Stored data
────────

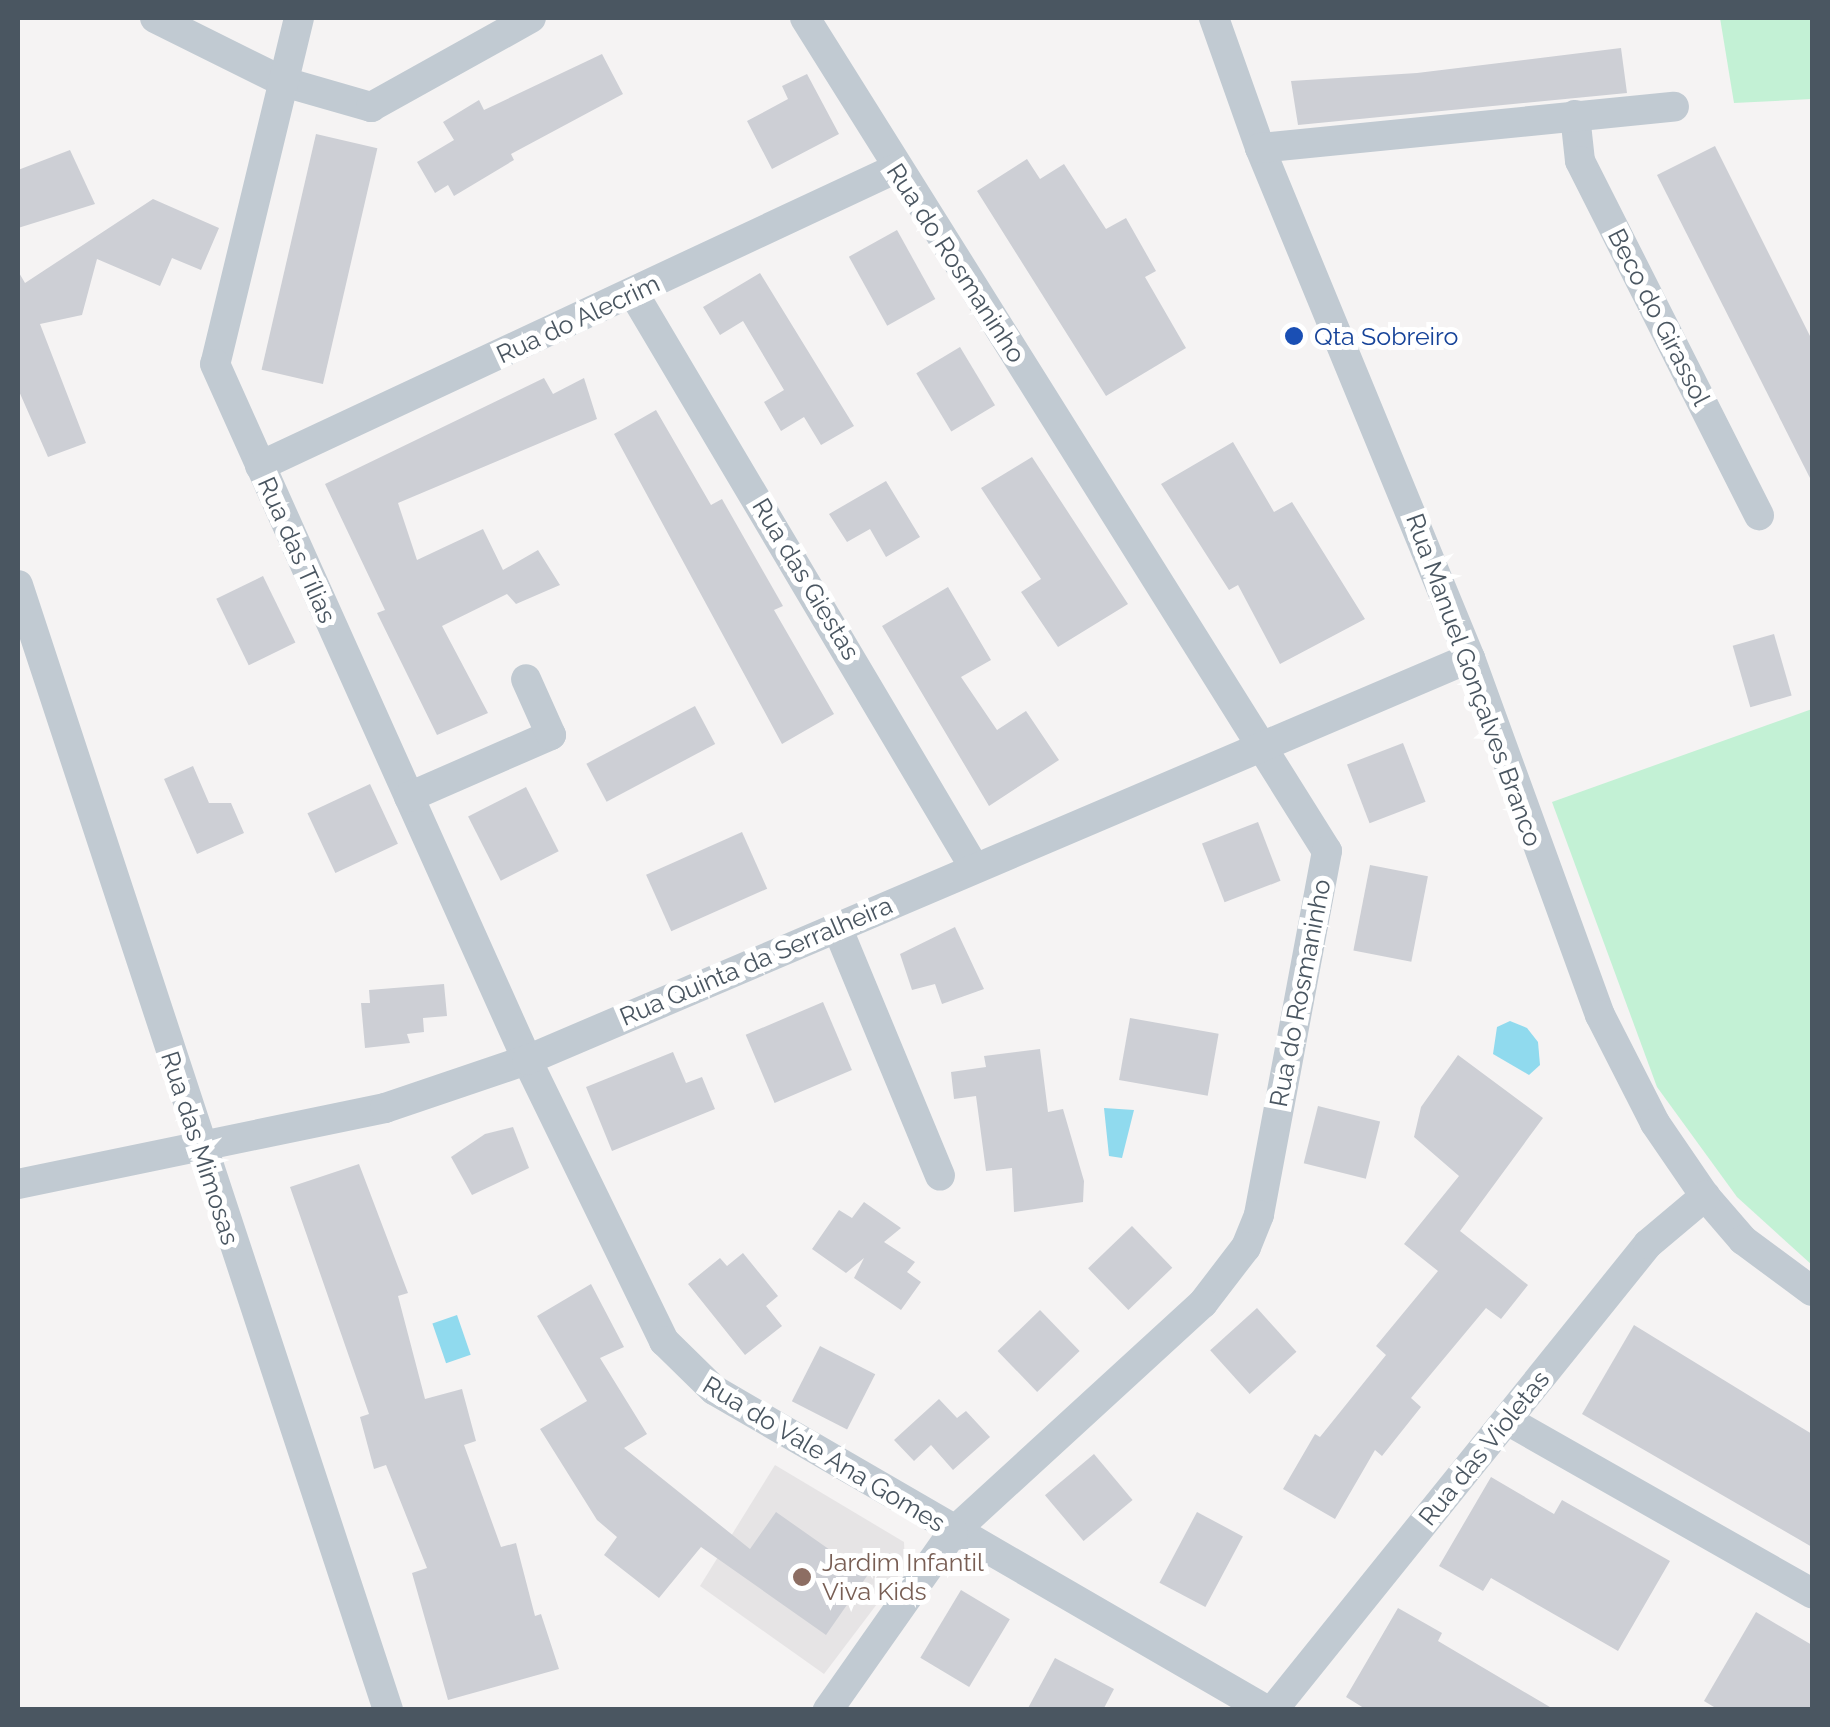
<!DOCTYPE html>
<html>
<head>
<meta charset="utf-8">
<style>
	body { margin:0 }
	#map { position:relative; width:1830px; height:1727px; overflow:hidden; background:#f5f3f3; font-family:Raleway,sans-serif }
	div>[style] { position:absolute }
	.education>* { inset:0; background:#e6e4e5 }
	.green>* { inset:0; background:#c3f1d5 }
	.water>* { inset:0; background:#90daee; transform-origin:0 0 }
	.building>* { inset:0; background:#cdcfd5; transform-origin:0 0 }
	.minor>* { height:30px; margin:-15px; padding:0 15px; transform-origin:15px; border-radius:15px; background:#c1cad2 }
	.dots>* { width:28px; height:28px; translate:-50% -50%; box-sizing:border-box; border:5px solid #fff; border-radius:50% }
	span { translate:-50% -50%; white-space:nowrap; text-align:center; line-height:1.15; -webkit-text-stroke:10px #fff; paint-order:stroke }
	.street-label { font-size:25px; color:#4a5661 }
	.transit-label { font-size:25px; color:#164399 }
	.left { translate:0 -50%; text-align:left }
	.education-label { font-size:25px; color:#785e54 }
	.frame { position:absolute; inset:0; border:20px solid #4a5661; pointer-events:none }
</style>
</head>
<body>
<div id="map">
	<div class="education">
		<div style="clip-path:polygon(775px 1465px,904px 1542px,905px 1567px,824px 1674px,700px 1586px)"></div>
	</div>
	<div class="green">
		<div style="clip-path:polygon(1720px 18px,1812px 18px,1812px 99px,1734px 103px)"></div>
		<div style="clip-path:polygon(1812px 709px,1812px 1265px,1737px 1197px,1657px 1087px,1552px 802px)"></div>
	</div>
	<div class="water">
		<div style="clip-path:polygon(1510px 1021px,1527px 1028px,1538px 1042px,1540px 1065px,1529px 1075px,1493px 1054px,1497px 1027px)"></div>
		<div style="clip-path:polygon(1104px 1108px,1134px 1110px,1122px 1158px,1109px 1156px)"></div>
		<div style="left:457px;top:1315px;width:42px;height:26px;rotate:71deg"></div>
	</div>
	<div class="building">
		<div style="clip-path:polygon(1621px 48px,1627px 93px,1298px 125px,1291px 81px,1417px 73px)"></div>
		<div style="clip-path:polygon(602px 54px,623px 94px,511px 154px,514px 160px,454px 196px,448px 185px,435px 193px,417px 162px,454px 140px,443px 122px,479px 100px,484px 110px)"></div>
		<div style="clip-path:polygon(807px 74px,839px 134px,772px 169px,747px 121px,788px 99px,782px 86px)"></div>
		<div style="left:316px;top:134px;width:63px;height:242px;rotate:13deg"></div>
		<div style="clip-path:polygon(1715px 146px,1812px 340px,1812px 482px,1657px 175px)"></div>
		<div style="clip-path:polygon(70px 150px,95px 204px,18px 228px,18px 170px)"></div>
		<div style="clip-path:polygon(1027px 159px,1040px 179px,1064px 164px,1106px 229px,1126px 218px,1156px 271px,1145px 277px,1186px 348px,1106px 396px,977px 191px)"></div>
		<div style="clip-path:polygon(153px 199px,219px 228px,201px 270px,172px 258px,160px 286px,97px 259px,82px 315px,40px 324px,86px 443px,48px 457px,18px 389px,18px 271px,25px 283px)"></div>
		<div style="left:897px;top:230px;width:79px;height:55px;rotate:61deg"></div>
		<div style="clip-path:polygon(760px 273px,854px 426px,821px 445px,804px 417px,781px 431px,764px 402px,784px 390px,743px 321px,720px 335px,703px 307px)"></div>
		<div style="left:960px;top:347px;width:68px;height:51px;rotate:59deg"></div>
		<div style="clip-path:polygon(544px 378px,553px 394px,584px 378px,597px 419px,398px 503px,417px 560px,483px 529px,503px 570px,538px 550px,560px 585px,516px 604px,507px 594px,442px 626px,488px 713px,437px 735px,377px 613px,385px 610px,325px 484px)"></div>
		<div style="clip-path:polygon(656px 410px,711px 505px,722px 499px,783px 606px,774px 610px,834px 714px,782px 744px,614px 434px)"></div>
		<div style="clip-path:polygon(1233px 442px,1274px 512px,1292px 502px,1365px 619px,1280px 664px,1238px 585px,1229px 590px,1161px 484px)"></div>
		<div style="clip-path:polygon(1032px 457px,1128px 604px,1058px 647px,1021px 592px,1041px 579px,981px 488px)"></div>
		<div style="clip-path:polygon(886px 481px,920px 537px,886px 557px,870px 529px,847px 542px,829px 514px)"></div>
		<div style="left:263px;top:576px;width:74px;height:52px;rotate:64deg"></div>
		<div style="clip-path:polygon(948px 587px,991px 660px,961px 677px,997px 730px,1026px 711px,1059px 760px,989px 806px,882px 626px)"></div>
		<div style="left:1774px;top:634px;width:64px;height:43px;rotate:74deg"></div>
		<div style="left:695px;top:706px;width:43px;height:123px;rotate:62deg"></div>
		<div style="left:1403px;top:743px;width:63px;height:60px;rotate:69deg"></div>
		<div style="clip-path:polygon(193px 766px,209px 803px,231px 803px,244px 833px,197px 854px,164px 779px)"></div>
		<div style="left:370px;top:784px;width:66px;height:69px;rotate:65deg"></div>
		<div style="left:526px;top:787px;width:72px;height:65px;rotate:63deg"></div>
		<div style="left:1258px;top:822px;width:63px;height:60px;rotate:69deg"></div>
		<div style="left:742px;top:832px;width:62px;height:105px;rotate:66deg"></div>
		<div style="left:1370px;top:865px;width:59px;height:87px;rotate:11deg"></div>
		<div style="clip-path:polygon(955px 927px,984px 989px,942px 1004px,935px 984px,912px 990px,900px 954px)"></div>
		<div style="clip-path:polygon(444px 984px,447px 1016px,423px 1018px,424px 1032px,407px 1034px,410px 1043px,365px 1048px,361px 1003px,370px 1003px,369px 990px)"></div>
		<div style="left:823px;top:1002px;width:74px;height:84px;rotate:67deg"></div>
		<div style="left:1130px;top:1018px;width:90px;height:63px;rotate:10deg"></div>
		<div style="clip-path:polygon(1040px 1049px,1048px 1112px,1063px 1109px,1084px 1181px,1083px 1202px,1014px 1212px,1012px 1168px,986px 1171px,976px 1096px,954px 1099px,951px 1072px,986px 1067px,984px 1056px)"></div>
		<div style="clip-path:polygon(673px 1052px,686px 1083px,702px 1077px,715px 1109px,612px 1151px,586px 1087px)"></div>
		<div style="clip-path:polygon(1458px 1055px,1543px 1118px,1460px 1231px,1528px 1285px,1501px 1319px,1486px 1308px,1411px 1398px,1421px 1407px,1382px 1456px,1375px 1450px,1335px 1519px,1283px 1489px,1315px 1434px,1320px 1437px,1386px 1355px,1376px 1346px,1438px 1271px,1404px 1244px,1459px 1176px,1414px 1137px,1421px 1107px)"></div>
		<div style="left:1318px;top:1106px;width:64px;height:59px;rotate:14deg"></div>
		<div style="clip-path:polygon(513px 1127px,529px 1168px,472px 1195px,451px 1157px,485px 1134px)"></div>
		<div style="clip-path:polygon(359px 1164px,408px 1293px,398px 1296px,425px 1399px,462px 1389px,476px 1441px,464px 1445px,501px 1547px,516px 1543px,535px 1616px,541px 1614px,559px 1669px,448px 1700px,412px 1573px,427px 1568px,386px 1465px,374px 1469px,360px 1417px,369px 1414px,290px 1187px)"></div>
		<div style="clip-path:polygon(864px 1202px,901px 1228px,884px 1242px,915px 1262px,907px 1272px,921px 1282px,901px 1310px,854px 1278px,864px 1258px,846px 1273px,812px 1249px,839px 1210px,852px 1218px)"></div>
		<div style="left:1132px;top:1226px;width:58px;height:61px;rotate:46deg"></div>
		<div style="clip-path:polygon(743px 1253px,778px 1296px,766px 1306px,782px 1326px,745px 1355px,688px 1284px,720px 1258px,727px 1266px)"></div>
		<div style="clip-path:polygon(591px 1284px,624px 1347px,600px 1358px,647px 1434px,624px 1448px,750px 1549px,776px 1512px,867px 1576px,826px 1635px,701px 1547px,659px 1598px,604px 1555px,617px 1537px,597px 1520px,540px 1429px,587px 1401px,537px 1316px)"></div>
		<div style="left:1257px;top:1308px;width:59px;height:63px;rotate:48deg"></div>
		<div style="left:1040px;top:1310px;width:57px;height:59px;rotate:46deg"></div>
		<div style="clip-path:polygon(1634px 1325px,1812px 1434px,1812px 1547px,1582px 1414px)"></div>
		<div style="left:820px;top:1346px;width:62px;height:62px;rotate:27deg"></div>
		<div style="clip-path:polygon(939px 1399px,957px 1418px,966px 1411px,990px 1437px,953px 1470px,931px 1445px,914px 1461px,894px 1440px)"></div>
		<div style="left:1094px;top:1454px;width:60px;height:64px;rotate:50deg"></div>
		<div style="clip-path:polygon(1491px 1477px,1554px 1514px,1562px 1500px,1670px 1561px,1618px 1651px,1491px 1578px,1483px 1591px,1439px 1566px)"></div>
		<div style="left:1197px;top:1512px;width:52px;height:80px;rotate:28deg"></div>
		<div style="left:961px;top:1590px;width:57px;height:79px;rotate:31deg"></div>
		<div style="clip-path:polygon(1398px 1608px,1442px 1633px,1438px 1641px,1555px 1710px,1367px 1710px,1346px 1697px)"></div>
		<div style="clip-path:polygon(1756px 1612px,1812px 1645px,1812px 1710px,1719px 1710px,1704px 1701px)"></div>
		<div style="clip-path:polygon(1055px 1658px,1114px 1689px,1103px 1710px,1027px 1710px)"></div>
	</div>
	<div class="minor">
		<div style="left:155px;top:18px;width:144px;rotate:26.4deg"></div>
		<div style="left:284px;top:82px;width:91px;rotate:16deg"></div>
		<div style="left:371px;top:107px;width:183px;rotate:-29.1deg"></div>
		<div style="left:299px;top:18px;width:356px;rotate:103.6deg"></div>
		<div style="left:215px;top:364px;width:763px;rotate:65.85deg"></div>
		<div style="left:527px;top:1060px;width:313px;rotate:64deg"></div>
		<div style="left:664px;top:1341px;width:70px;rotate:44.4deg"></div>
		<div style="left:714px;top:1390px;width:638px;rotate:30.1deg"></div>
		<div style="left:805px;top:18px;width:983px;rotate:57.93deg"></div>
		<div style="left:1327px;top:851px;width:370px;rotate:100.6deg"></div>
		<div style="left:1259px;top:1215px;width:35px;rotate:112deg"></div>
		<div style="left:1246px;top:1247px;width:71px;rotate:127.5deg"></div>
		<div style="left:1203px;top:1303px;width:339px;rotate:137.5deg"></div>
		<div style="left:953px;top:1532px;width:218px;rotate:125.1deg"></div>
		<div style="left:1214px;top:18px;width:138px;rotate:70.5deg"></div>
		<div style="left:1260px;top:148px;width:552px;rotate:67.62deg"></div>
		<div style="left:1470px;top:658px;width:380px;rotate:70deg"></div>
		<div style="left:1600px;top:1015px;width:121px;rotate:63deg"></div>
		<div style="left:1655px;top:1123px;width:88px;rotate:55.6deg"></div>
		<div style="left:1705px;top:1196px;width:58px;rotate:49.2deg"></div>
		<div style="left:1743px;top:1240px;width:86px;rotate:36.5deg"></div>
		<div style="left:1575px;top:115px;width:46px;rotate:83.8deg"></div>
		<div style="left:1580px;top:161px;width:397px;rotate:63.2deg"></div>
		<div style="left:1260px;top:148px;width:416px;rotate:-5.7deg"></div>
		<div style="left:634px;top:294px;width:666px;rotate:59.32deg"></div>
		<div style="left:260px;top:466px;width:701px;rotate:-25.07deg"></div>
		<div style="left:18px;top:585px;width:1184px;rotate:71.79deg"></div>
		<div style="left:409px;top:797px;width:155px;rotate:-23.6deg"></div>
		<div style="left:551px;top:735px;width:61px;rotate:-114.1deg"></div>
		<div style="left:837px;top:927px;width:269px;rotate:67.5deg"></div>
		<div style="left:18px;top:1184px;width:375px;rotate:-11.7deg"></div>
		<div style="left:385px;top:1108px;width:150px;rotate:-18.7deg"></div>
		<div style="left:527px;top:1060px;width:1025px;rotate:-23.09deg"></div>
		<div style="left:1507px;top:1420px;width:351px;rotate:29.6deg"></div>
		<div style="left:1273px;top:1710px;width:598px;rotate:-51.18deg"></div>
		<div style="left:1648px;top:1244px;width:75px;rotate:-40.1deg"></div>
	</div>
	<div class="dots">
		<div style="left:1294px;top:336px;background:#1a4fb4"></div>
		<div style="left:802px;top:1577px;background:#8d6e63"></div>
	</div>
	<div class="street-label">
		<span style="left:956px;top:263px;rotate:57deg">Rua do Rosmaninho</span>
		<span style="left:1659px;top:317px;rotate:63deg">Beco do Girassol</span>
		<span style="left:578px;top:319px;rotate:-25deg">Rua do Alecrim</span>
		<span style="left:297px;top:550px;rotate:66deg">Rua das Tílias</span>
		<span style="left:806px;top:579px;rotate:59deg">Rua das Giestas</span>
		<span style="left:1474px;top:680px;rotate:70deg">Rua Manuel Gonçalves Branco</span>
		<span style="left:756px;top:961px;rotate:-23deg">Rua Quinta da Serralheira</span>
		<span style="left:1300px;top:993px;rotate:-79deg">Rua do Rosmaninho</span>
		<span style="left:200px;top:1148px;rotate:72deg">Rua das Mimosas</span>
		<span style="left:1484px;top:1448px;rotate:-51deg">Rua das Violetas</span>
		<span style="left:824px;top:1454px;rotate:31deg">Rua do Vale Ana Gomes</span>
	</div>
	<div class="transit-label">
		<span class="left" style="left:1314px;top:336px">Qta Sobreiro</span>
	</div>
	<div class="education-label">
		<span class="left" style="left:822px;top:1577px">Jardim Infantil<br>Viva Kids</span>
	</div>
	<div class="frame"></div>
</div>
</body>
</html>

────────

What lines above contain the word "water"? Return each such line.

**WRITTEN SOLUTION:**
	.water>* { inset:0; background:#90daee; transform-origin:0 0 }
	<div class="water">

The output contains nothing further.